It’s no big stretch to claim that the New York City subway’s station infrastructure is not in particularly good shape. As the authority has invested billions in track, signal, switch and rolling stock maintenance and upgrades over the past three decades, stations have enjoyed renovations and modernization at a far slower pace. To some degree or another then, the bulk of subway stations look closer to the photo I snapped a few years ago of 7th Ave. on the IND Culver line than they do of somewhere clean and presentable.
Yet, whenever I bring up the fact that Transit’s stations are in various states of disrepair, someone will always appeal to some sense of New York City grittiness and character. In my post yesterday on driverless trains, I referred to the “passable-to-decrepit appearance of the subway system,” and someone took issue with it. Here’s what SAS commenter “normative” had to say:
Why do you always say that? The NYC train system is an experience not merely just a ride from A to B. Every time I travel out of the country, I always get asked about the subway in NYC. WHY? Because its dirty, loud, a motley mix of the marginalized, alternative, the rich, and the normal. There are performers, political diatribes, street artists, angry old women, and people who sing out loud to themselves. I take the DC train, and it is pharmaceutically sterile, boring, and just about getting to work and getting home. I start so many stories with, “on the train the other day…” This is NYC. The subway-as-experience makes it what it is, and why people write books on it, make films about it, and why there are train buffs who can tell you everything about it. If you woke up tomorrow and the train looked like DC, do you really think this would be NYC anymore?
When it comes to stations, I don’t think we should be so accepting of the “subway experience.” At one station near my apartment in a relatively affluent section of Brooklyn, my regular “experience” includes a shuttered staircase that is literally eroding due to a 20-year stream of human urine. This station often plays host to more than one homeless person, and I’ve seen human excrement on the platform more times than I care to remember. Fifteen blocks away, the tiles are falling off the walls. That’s my “experience.”
Now, I don’t think Washington, D.C.’s vault-like subway stations are the way to go. I was down in D.C. in mid-June, and I found the Metro to be oppressively dark and dreary. The train service, with constant mechanical problems and infrequent service, is even worse. There is a happy medium though.
Subway stations don’t need to look as though they have been neglected for decades with constant water damage and a general state of disarray. Rather, subway stations should look like something we can tolerate for 10-15 minutes at a time. They should be well-lit with clean places to sit, staircases that aren’t falling apart and walls that can stay in place. The experience — with its melting pot of New Yorkers and varying design elements — won’t disappear. It will just look good. Is that too much to ask?

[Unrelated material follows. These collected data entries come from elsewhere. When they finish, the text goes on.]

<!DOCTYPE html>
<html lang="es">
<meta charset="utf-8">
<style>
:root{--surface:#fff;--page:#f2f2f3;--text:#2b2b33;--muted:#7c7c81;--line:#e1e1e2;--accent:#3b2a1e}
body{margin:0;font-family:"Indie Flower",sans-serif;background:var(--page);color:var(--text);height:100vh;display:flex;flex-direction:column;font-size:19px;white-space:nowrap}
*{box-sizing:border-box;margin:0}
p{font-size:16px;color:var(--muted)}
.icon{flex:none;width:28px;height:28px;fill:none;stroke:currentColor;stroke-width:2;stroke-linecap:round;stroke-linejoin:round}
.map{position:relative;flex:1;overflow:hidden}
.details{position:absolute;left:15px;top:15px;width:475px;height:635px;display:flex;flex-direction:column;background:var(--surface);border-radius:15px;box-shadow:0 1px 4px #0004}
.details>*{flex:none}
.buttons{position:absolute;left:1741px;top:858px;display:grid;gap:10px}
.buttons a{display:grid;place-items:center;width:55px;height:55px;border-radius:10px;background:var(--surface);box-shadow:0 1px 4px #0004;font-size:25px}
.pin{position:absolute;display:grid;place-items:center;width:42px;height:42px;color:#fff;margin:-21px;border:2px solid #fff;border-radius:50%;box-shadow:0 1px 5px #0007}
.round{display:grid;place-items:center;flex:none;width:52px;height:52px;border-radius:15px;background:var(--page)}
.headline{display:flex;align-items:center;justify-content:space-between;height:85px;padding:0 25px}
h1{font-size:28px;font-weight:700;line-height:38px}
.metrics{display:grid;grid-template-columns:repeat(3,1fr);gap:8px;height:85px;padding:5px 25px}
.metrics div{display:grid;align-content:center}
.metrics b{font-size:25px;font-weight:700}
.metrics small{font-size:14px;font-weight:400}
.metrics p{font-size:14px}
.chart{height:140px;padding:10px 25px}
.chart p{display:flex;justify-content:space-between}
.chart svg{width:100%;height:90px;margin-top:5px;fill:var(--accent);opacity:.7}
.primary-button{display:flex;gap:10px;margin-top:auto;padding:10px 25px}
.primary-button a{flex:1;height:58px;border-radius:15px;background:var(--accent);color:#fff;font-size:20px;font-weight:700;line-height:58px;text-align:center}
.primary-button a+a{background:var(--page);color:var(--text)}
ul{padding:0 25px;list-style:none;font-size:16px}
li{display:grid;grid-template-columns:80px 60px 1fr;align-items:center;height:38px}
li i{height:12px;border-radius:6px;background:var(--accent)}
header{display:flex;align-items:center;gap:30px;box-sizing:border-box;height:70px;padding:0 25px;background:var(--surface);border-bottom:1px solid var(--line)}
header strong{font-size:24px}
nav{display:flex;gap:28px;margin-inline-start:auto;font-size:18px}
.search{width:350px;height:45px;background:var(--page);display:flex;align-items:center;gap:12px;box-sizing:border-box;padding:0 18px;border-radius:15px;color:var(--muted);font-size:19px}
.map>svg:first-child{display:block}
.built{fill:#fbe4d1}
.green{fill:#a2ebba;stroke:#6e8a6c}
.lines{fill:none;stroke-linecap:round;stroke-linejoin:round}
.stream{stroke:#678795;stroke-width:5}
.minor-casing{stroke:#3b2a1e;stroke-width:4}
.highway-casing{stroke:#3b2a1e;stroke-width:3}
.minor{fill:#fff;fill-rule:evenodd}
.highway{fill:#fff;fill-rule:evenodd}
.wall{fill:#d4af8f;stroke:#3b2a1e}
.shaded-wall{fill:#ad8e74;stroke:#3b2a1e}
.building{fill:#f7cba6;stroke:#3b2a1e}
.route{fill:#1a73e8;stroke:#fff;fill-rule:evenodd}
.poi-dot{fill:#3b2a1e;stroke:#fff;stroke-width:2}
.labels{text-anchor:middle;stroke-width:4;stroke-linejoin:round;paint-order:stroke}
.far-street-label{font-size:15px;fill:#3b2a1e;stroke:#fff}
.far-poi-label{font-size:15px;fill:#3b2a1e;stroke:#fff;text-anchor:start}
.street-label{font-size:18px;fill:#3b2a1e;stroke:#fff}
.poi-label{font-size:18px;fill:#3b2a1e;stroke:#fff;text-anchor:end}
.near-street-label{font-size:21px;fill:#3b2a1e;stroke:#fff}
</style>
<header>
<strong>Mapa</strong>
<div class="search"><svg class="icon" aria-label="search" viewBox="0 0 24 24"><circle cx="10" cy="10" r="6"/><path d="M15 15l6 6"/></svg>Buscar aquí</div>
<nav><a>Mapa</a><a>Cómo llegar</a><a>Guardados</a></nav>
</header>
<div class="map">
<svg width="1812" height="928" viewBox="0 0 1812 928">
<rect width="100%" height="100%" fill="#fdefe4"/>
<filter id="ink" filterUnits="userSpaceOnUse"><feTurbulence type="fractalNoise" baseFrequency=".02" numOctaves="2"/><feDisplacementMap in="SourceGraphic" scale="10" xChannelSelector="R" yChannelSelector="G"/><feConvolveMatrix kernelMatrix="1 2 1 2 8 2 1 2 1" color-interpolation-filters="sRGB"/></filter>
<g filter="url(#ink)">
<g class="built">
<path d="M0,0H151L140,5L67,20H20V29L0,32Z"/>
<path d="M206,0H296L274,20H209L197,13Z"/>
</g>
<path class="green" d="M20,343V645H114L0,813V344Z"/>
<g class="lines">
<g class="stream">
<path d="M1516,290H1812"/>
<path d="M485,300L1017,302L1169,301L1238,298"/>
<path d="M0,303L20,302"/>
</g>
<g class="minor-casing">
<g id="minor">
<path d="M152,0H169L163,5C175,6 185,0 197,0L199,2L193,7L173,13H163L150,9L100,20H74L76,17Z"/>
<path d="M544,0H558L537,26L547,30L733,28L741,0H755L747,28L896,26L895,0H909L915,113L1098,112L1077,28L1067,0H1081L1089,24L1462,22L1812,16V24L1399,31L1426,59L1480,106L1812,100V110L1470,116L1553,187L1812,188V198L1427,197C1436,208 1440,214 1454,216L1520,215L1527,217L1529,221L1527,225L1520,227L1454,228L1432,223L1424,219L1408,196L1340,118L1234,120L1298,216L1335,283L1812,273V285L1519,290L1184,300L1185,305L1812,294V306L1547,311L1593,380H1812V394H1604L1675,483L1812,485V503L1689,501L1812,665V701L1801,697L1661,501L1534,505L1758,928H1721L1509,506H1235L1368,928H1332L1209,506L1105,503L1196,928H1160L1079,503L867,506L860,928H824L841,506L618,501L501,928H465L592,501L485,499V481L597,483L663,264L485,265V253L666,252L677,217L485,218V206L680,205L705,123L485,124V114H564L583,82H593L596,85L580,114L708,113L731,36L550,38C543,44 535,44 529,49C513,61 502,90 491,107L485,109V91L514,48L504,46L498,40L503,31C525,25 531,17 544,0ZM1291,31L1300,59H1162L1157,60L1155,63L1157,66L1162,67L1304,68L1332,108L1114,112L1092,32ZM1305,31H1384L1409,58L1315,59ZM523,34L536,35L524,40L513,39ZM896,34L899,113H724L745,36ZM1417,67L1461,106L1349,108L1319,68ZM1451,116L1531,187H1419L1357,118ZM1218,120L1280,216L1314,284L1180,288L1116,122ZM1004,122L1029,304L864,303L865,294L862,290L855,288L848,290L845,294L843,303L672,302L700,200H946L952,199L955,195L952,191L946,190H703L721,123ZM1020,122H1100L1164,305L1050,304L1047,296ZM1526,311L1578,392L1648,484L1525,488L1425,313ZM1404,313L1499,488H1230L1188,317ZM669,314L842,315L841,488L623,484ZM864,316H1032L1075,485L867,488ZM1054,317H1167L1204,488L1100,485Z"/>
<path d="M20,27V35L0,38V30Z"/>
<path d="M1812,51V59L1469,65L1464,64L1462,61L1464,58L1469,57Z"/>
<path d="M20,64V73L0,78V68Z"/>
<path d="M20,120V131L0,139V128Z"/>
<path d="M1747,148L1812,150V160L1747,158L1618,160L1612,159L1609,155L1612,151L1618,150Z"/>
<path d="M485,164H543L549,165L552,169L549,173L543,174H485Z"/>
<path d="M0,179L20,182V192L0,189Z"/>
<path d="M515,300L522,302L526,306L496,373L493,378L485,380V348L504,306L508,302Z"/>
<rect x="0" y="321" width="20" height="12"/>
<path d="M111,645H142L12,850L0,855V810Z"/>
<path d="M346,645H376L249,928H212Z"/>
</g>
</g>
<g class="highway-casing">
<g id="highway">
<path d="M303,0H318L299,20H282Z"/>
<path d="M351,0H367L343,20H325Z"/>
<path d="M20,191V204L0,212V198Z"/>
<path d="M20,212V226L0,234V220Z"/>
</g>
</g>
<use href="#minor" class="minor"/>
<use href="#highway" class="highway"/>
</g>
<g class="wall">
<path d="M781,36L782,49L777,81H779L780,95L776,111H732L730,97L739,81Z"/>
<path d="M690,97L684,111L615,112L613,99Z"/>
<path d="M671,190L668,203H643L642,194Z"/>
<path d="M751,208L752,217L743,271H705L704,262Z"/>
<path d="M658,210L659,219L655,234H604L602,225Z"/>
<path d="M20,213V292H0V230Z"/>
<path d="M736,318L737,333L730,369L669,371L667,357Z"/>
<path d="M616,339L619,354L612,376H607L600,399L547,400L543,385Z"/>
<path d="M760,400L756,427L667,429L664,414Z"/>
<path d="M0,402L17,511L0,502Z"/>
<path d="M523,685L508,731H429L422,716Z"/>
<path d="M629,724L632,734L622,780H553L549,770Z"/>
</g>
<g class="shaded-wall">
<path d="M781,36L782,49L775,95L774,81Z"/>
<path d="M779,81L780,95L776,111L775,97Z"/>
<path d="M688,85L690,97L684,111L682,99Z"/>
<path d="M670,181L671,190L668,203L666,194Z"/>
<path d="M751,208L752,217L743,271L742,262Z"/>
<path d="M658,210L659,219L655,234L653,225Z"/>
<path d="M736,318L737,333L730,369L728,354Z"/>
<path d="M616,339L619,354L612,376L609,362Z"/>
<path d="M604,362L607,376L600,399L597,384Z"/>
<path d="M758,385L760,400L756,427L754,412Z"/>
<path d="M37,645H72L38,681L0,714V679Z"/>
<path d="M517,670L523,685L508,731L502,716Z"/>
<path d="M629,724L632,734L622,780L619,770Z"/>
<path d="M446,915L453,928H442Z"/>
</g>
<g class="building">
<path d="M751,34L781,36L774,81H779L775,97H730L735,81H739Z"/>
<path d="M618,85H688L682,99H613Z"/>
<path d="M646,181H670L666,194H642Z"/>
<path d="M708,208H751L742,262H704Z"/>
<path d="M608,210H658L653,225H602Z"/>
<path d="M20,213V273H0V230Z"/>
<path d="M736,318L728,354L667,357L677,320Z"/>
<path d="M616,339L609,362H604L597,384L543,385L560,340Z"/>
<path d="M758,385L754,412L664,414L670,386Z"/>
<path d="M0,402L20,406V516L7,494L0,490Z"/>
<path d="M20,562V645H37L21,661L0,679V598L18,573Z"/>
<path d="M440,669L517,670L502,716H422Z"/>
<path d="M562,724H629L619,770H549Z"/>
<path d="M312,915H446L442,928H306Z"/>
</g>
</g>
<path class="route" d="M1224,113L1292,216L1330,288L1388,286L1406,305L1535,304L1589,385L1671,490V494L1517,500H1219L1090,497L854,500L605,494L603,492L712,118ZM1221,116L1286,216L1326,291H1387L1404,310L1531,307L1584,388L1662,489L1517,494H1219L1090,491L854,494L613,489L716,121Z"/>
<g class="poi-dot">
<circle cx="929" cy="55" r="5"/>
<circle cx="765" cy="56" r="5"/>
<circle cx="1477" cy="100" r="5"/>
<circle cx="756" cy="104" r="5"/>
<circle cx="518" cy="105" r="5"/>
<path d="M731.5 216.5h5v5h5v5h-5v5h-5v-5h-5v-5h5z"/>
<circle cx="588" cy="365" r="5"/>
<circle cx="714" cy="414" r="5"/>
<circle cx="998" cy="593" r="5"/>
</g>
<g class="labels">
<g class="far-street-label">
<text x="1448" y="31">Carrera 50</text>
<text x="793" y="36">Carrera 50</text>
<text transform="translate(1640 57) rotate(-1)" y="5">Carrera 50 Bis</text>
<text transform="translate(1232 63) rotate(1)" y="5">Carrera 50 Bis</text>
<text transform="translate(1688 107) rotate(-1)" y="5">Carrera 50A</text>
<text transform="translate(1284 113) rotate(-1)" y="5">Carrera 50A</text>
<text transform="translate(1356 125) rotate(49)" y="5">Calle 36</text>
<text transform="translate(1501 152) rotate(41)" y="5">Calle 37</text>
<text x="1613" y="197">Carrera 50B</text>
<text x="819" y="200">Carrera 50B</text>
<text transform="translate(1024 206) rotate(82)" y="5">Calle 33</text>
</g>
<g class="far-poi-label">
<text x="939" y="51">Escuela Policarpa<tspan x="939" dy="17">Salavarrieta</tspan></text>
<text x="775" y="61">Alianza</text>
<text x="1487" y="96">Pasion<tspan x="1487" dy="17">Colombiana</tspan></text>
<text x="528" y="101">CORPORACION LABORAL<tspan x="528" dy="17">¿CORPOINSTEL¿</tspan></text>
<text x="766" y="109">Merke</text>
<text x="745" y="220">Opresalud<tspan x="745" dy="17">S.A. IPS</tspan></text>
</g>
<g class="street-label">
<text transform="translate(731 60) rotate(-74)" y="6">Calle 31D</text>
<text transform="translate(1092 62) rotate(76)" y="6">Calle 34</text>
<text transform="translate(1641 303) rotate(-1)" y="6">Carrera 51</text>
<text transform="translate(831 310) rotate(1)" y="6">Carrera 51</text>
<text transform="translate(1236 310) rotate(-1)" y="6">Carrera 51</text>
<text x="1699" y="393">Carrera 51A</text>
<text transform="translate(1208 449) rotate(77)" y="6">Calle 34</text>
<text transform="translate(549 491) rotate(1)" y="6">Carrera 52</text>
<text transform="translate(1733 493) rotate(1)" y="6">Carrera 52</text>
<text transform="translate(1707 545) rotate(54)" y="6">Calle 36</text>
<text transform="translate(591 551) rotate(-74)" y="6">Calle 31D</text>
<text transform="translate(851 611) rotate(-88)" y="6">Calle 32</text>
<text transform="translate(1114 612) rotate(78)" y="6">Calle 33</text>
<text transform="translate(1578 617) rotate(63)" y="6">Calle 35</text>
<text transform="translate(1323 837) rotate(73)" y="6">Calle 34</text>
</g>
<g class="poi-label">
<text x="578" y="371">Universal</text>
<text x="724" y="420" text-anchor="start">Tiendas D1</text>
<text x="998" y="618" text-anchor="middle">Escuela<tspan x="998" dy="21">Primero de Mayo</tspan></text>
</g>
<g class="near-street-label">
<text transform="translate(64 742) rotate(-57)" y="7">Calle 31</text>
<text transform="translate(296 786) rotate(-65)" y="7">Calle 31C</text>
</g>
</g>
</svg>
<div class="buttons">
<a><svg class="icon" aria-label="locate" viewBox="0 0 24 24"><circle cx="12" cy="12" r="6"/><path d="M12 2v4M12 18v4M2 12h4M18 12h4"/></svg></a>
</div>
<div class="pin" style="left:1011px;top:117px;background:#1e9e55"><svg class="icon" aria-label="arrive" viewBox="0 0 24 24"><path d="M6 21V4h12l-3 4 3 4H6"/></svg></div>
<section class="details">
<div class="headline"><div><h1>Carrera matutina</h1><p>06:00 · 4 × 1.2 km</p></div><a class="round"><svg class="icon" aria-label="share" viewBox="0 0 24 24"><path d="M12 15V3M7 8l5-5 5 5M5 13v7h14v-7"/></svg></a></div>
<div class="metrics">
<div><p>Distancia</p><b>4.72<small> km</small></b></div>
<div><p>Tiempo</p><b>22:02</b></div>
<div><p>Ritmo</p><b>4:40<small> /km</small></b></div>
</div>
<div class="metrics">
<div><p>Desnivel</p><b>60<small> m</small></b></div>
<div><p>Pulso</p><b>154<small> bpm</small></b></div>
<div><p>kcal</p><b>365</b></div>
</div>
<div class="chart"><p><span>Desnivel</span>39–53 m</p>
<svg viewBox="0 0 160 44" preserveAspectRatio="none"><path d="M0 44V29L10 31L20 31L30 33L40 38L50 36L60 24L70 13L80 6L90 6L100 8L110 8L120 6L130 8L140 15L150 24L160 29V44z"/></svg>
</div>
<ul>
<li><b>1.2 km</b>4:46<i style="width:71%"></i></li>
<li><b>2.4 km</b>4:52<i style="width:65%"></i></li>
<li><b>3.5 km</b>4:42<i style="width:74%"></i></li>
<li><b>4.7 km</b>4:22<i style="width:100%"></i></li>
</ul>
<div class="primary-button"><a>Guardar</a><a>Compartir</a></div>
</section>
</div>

I’ve wavered on the issue of station cleanliness and presentation over the years. At a certain level, the MTA has to prioritize investments in tracks and rolling stock because that’s what makes the system run regularly and reliably. On the other hand, though, by putting forward a cleaner public face, the MTA can create a more pleasant environment and possibly fewer disgruntled commuters. It’s a Broken Windows theory of station maintenance: If straphangers experience something pleasant in the stations, they are less likely to despise, nitpick and bemoan the system. Complaints about subway service start because station environments aren’t conducive to waiting.
Ultimately, this whole thing boils down to money. The money isn’t there for the necessary station rehabs that involve massive lead and, in some cases, asbestos abatement projects. It’s timely and inconvenient to shutter stations, and the outcomes have been far from perfect. Still, stations have to be a part of the discussion. Putting lipstick on this pig might produce more than just a prettied-up swine.